== Collected data entries ==
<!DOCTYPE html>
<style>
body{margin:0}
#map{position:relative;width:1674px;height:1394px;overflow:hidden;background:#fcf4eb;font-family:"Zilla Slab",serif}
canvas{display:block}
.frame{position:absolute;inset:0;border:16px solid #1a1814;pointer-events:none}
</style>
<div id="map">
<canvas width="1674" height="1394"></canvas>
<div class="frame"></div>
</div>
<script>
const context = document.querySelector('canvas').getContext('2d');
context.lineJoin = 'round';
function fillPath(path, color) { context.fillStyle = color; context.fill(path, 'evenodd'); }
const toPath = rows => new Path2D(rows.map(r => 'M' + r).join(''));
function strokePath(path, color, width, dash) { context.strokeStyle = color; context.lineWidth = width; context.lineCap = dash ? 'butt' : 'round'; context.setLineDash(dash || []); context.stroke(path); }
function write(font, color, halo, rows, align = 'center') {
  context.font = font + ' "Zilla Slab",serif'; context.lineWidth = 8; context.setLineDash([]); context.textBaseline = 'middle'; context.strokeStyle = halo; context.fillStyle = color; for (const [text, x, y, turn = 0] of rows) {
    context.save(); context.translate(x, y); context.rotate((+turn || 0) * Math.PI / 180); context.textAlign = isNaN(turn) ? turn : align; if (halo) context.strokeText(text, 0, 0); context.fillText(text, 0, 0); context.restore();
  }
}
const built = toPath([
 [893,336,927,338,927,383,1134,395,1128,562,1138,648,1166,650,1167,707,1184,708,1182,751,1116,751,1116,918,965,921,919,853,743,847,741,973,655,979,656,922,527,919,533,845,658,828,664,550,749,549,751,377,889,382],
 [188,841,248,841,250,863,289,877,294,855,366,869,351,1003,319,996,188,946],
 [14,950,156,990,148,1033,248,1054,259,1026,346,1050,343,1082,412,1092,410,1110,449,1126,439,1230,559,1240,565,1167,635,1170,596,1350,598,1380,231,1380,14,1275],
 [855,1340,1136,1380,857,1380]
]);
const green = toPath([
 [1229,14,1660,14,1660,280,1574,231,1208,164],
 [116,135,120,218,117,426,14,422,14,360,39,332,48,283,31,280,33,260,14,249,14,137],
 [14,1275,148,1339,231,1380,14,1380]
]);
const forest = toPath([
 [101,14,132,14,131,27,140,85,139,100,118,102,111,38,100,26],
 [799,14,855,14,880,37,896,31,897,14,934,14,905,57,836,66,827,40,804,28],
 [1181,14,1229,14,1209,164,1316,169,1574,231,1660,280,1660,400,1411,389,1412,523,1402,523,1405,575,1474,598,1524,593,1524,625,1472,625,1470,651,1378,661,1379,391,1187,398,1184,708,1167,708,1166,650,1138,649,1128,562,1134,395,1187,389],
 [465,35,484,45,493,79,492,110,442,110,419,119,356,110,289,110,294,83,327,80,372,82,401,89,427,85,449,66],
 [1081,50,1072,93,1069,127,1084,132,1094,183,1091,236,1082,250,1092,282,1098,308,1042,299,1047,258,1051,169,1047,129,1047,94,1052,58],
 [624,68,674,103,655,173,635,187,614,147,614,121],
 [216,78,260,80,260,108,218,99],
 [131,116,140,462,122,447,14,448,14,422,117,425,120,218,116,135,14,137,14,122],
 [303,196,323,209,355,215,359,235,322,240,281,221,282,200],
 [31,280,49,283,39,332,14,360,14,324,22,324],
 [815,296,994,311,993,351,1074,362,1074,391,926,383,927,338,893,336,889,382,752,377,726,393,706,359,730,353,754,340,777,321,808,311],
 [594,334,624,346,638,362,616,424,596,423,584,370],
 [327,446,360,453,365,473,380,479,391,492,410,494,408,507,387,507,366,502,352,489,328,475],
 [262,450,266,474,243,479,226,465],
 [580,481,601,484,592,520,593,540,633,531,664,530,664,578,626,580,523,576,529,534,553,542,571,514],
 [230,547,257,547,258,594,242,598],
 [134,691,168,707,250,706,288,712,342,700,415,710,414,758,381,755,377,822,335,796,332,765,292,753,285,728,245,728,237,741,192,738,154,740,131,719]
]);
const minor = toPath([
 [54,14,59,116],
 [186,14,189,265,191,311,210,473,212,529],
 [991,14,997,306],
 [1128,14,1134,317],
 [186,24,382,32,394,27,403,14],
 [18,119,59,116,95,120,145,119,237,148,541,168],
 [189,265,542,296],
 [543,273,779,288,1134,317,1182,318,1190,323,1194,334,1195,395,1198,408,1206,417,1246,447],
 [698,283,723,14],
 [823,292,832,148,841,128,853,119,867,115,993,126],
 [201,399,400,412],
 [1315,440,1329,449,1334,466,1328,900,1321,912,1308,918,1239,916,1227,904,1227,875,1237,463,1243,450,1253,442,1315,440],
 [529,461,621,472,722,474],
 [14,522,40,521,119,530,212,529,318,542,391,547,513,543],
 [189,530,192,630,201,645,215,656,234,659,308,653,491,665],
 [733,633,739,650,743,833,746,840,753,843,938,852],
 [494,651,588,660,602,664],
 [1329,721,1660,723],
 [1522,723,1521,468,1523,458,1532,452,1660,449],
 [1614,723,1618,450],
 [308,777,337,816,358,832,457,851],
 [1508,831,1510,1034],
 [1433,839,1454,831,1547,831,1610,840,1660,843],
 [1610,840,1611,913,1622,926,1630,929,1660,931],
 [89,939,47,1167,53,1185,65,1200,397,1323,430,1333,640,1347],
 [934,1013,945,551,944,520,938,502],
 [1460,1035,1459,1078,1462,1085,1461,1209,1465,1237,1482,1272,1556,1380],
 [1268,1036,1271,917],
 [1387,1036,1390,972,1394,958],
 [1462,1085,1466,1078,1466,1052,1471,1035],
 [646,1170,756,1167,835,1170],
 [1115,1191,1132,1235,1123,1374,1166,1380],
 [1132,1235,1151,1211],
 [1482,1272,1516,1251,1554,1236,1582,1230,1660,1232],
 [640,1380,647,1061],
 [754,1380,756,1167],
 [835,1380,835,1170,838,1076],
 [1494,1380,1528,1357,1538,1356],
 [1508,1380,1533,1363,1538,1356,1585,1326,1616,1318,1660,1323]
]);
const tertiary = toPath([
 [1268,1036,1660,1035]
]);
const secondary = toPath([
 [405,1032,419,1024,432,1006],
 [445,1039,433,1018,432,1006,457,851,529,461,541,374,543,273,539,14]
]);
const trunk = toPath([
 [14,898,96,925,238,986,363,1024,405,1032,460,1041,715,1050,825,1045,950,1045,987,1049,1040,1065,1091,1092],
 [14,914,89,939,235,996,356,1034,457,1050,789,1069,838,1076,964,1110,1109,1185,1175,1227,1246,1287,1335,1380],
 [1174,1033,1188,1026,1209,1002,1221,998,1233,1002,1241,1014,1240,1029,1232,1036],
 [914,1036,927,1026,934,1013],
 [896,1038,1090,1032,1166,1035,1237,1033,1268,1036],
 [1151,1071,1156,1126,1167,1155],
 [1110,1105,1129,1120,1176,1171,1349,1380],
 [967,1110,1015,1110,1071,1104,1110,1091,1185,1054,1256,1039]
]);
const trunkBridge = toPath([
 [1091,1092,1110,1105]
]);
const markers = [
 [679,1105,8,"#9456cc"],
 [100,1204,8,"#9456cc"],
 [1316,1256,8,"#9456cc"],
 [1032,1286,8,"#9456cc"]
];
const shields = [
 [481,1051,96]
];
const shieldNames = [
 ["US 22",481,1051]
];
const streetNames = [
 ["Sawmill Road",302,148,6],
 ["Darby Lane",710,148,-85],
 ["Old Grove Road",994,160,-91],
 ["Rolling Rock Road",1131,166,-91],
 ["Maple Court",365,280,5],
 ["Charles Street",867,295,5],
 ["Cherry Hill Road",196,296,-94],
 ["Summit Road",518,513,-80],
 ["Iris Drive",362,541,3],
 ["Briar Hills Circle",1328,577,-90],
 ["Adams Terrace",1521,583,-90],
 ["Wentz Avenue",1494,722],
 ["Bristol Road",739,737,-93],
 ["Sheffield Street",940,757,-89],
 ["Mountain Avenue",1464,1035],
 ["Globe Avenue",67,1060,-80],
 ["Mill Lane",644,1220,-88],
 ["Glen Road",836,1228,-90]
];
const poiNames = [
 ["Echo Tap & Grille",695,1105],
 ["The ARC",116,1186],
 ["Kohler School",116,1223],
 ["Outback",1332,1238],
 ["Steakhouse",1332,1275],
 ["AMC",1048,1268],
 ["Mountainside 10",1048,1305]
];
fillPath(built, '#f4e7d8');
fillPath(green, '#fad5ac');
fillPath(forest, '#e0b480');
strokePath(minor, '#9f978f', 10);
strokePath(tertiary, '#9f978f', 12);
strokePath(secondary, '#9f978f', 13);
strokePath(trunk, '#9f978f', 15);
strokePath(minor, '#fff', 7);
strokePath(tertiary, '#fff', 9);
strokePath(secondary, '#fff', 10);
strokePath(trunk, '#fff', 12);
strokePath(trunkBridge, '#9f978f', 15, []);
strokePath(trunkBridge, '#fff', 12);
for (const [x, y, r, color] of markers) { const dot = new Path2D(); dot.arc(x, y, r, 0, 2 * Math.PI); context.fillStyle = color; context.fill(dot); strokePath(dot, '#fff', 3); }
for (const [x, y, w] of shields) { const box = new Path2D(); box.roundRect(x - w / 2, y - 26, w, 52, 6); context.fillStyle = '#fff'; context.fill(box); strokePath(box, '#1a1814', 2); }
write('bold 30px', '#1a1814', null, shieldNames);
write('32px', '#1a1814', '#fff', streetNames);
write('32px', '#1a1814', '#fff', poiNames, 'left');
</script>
--
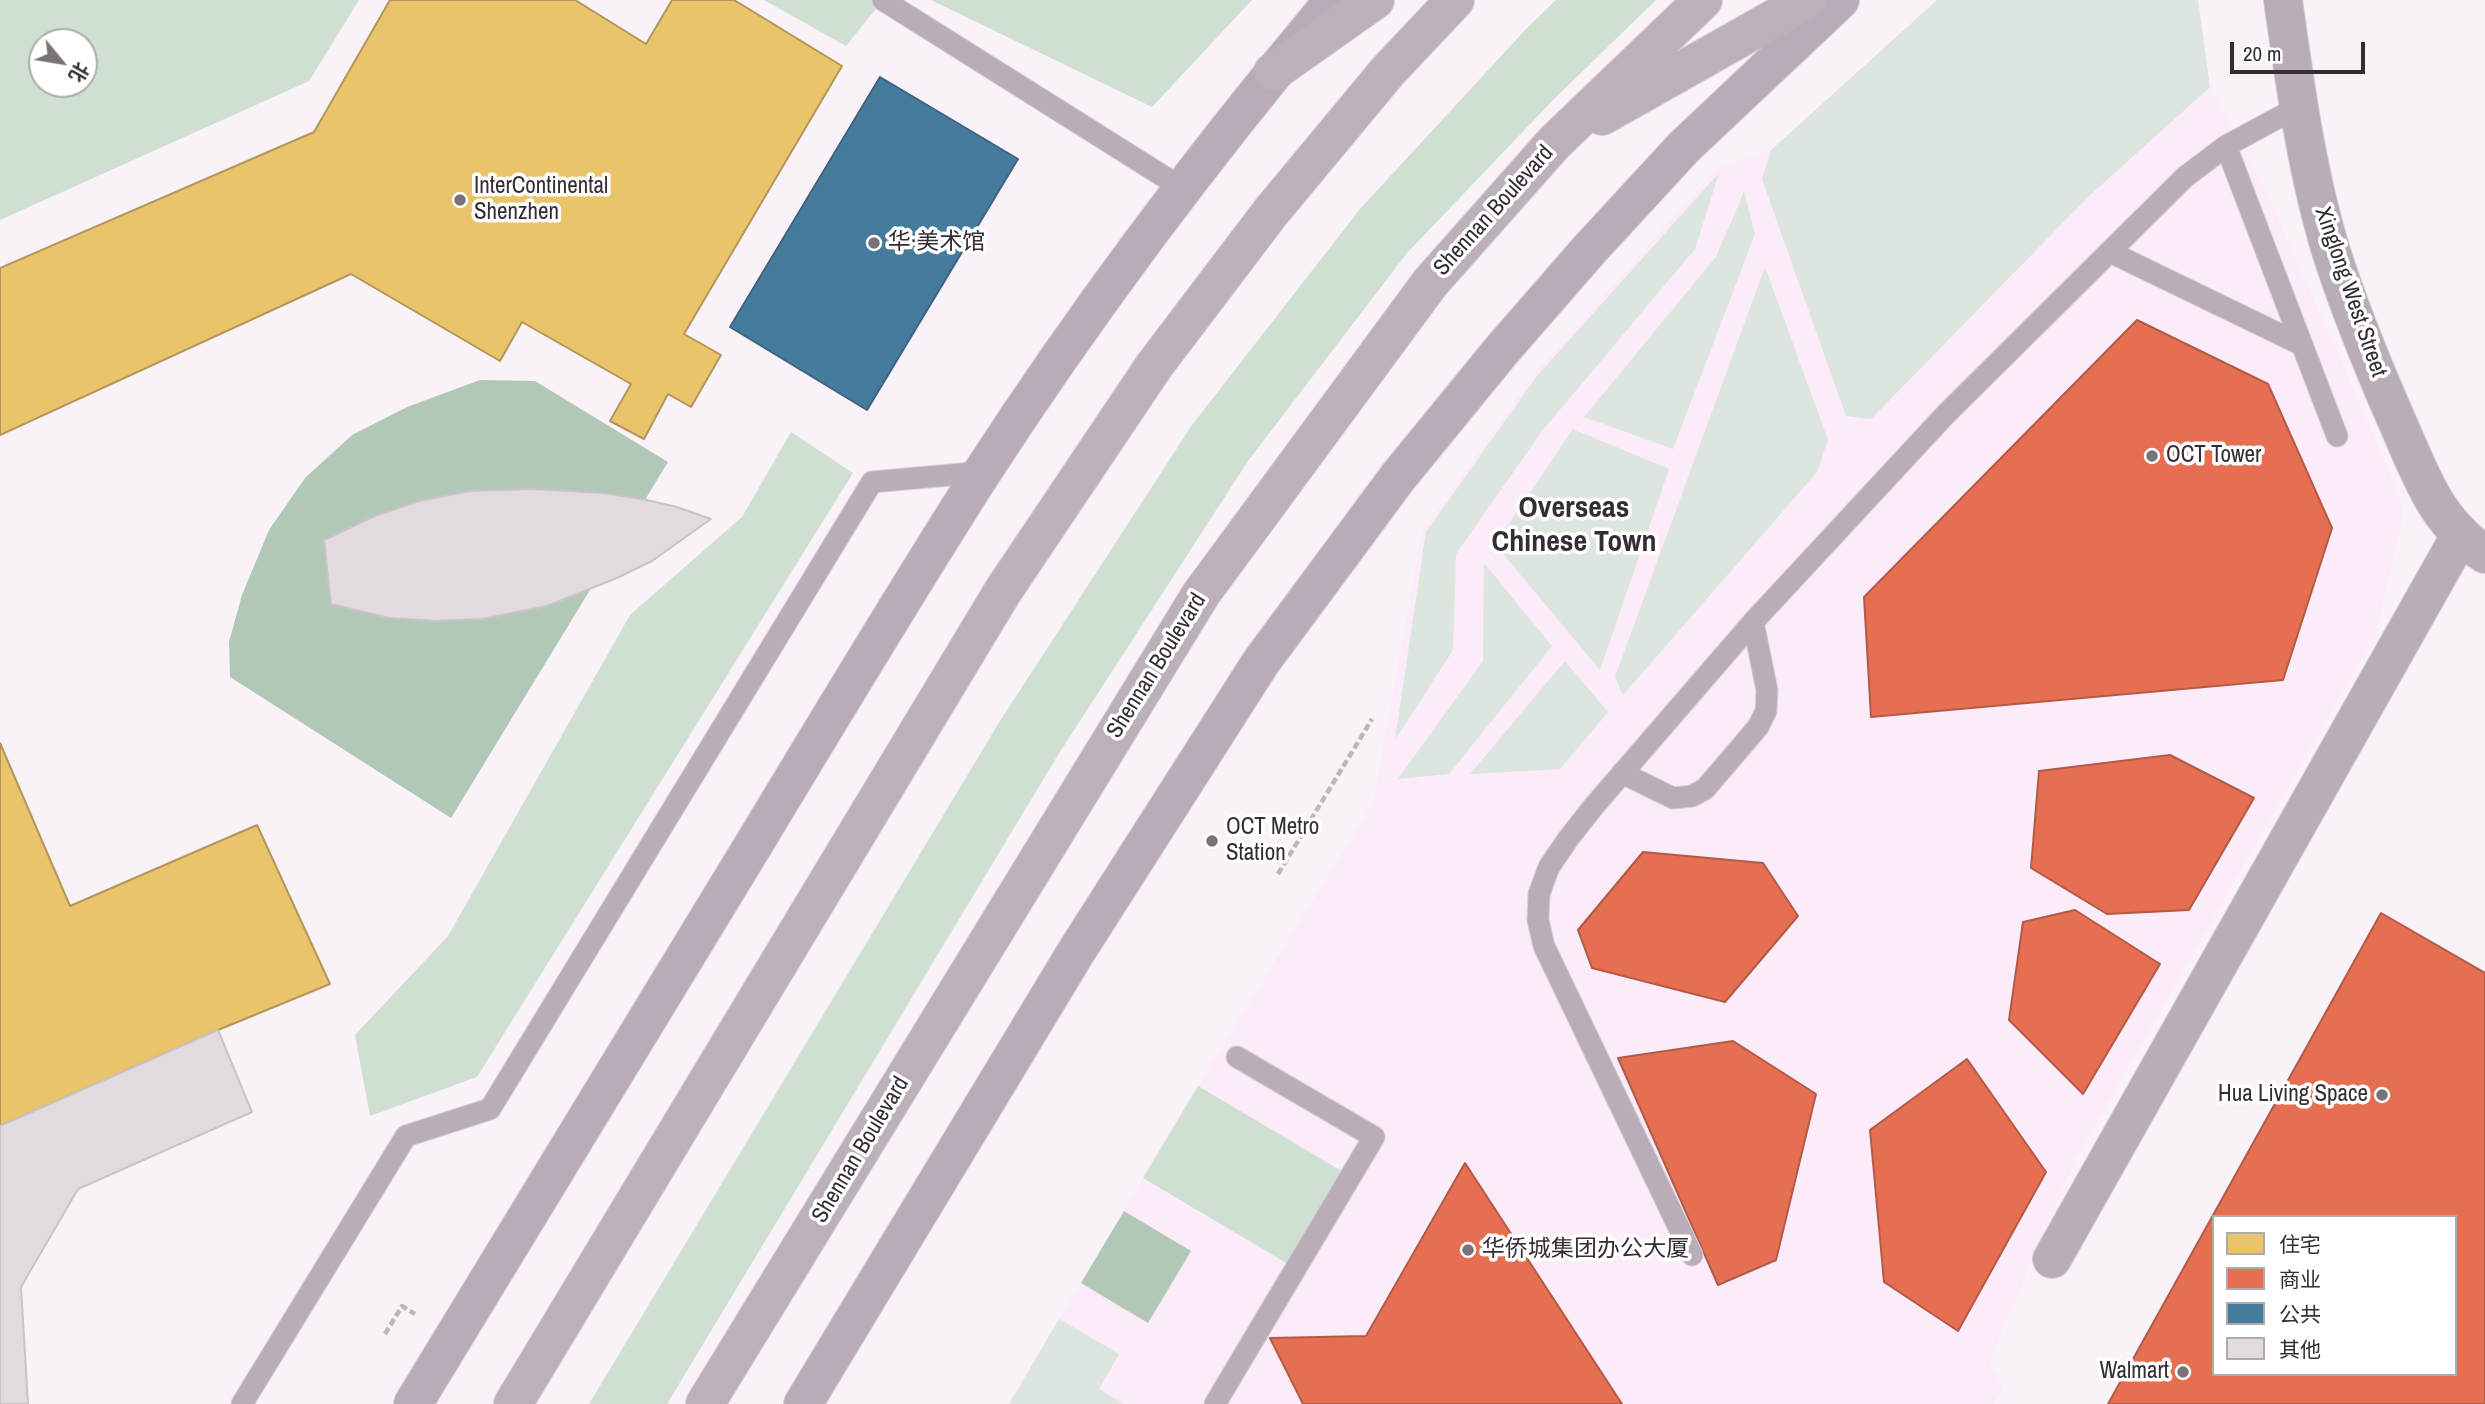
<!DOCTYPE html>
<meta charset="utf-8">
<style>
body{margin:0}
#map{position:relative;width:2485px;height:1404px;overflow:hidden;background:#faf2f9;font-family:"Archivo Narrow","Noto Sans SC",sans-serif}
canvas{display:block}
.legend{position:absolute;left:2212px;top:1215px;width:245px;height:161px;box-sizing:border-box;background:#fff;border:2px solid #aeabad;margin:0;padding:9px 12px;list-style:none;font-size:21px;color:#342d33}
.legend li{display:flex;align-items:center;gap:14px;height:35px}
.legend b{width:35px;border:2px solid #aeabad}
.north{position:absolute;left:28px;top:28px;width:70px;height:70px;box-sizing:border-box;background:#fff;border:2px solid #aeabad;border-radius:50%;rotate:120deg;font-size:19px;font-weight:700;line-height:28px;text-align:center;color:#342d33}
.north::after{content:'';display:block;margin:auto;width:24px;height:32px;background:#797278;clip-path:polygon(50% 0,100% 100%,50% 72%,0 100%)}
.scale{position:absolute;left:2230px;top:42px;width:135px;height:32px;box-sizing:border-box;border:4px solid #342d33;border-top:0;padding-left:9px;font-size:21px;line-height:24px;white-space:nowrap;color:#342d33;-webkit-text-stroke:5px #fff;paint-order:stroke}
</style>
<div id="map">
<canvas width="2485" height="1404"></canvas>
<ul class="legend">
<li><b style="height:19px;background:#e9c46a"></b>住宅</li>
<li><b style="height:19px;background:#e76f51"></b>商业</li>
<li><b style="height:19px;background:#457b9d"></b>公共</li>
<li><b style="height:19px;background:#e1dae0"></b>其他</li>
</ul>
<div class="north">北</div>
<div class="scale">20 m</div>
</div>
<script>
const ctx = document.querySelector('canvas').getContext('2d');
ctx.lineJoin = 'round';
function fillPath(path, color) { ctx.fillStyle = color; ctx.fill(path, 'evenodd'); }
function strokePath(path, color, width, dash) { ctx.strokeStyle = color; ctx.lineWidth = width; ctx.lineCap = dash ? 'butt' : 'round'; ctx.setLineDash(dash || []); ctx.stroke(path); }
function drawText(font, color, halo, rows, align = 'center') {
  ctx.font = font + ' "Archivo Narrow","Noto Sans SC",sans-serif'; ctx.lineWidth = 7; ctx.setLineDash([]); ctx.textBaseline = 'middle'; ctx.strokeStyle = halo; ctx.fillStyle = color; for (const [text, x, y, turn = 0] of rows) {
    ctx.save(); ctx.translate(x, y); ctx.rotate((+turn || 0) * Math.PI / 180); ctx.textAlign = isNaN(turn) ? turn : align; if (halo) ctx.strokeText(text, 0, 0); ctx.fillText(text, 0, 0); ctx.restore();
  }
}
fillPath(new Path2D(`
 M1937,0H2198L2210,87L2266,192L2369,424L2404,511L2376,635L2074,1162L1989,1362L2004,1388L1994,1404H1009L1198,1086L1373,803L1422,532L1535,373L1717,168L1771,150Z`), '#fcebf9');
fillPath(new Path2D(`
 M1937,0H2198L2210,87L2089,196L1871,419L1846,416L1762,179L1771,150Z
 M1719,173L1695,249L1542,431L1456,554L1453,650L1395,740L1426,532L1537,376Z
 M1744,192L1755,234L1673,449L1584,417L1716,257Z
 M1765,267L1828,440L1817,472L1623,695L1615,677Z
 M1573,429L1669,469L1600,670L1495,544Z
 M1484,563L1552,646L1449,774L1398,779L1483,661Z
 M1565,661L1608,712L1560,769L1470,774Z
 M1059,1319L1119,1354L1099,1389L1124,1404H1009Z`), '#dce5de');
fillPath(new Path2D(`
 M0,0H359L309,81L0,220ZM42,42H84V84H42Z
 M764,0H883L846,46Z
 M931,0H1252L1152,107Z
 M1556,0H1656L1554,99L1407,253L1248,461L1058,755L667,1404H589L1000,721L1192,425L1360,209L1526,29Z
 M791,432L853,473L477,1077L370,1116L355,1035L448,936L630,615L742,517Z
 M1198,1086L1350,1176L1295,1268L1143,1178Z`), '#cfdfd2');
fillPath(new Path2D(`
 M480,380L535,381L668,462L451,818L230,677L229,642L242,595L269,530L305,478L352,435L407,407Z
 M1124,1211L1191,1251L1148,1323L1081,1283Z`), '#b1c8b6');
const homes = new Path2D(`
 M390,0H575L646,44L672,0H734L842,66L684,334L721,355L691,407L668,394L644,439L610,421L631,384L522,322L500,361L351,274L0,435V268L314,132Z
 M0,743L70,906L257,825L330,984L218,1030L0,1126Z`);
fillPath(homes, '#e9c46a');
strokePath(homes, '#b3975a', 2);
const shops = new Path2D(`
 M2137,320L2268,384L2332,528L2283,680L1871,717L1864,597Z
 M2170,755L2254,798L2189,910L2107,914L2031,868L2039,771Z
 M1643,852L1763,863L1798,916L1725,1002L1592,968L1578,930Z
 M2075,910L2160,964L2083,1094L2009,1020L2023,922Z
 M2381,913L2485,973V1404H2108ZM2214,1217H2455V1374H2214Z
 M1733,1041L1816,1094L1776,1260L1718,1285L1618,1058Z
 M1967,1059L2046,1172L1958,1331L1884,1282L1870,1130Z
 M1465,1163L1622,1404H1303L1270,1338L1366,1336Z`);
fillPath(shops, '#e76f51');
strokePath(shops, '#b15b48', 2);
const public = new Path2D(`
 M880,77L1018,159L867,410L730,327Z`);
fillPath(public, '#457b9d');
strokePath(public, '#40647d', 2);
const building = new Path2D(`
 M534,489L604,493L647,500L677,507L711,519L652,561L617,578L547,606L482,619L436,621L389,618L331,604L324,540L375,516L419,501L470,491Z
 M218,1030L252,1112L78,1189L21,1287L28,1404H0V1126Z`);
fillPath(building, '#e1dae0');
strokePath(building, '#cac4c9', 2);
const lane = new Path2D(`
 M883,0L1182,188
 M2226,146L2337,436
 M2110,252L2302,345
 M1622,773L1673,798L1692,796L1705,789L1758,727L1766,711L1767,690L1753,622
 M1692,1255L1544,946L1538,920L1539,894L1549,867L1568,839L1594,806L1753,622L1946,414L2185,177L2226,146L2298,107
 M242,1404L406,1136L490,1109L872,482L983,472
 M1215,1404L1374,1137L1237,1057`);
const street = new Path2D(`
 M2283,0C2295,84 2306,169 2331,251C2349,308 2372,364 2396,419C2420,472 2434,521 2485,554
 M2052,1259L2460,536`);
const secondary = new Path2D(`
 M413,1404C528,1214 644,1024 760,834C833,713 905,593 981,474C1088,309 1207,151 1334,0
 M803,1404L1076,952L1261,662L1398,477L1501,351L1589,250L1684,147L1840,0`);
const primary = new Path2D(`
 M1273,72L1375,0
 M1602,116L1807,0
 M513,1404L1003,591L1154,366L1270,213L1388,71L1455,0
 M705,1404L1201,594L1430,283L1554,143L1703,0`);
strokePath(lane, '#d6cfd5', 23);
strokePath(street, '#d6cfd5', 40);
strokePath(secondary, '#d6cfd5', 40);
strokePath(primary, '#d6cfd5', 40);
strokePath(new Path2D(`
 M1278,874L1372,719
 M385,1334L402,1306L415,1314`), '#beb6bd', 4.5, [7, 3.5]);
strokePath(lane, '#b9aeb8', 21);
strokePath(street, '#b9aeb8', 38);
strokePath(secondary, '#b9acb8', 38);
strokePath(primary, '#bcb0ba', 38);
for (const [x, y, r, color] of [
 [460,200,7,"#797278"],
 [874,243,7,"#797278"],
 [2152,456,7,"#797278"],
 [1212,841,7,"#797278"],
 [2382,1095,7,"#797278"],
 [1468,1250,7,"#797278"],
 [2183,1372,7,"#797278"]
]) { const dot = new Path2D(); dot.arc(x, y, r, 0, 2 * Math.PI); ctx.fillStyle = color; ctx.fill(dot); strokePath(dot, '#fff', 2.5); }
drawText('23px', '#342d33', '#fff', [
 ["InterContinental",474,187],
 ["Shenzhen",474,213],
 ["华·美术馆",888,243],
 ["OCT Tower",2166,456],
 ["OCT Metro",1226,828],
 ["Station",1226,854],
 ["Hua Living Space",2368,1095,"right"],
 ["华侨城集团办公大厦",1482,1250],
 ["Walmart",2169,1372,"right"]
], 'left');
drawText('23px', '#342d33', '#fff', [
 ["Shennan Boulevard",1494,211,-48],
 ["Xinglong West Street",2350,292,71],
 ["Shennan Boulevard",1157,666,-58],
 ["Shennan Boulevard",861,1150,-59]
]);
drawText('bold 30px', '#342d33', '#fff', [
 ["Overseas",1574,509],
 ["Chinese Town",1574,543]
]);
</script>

== What you should do ==
Would you print exactly, and only, the lines of the data above from the line with "ctx.lineJoin = 'round';" through the line with "ctx.strokeStyle = color;", inclusive?

== Exercise solution ==
ctx.lineJoin = 'round';
function fillPath(path, color) { ctx.fillStyle = color; ctx.fill(path, 'evenodd'); }
function strokePath(path, color, width, dash) { ctx.strokeStyle = color; ctx.lineWidth = width; ctx.lineCap = dash ? 'butt' : 'round'; ctx.setLineDash(dash || []); ctx.stroke(path); }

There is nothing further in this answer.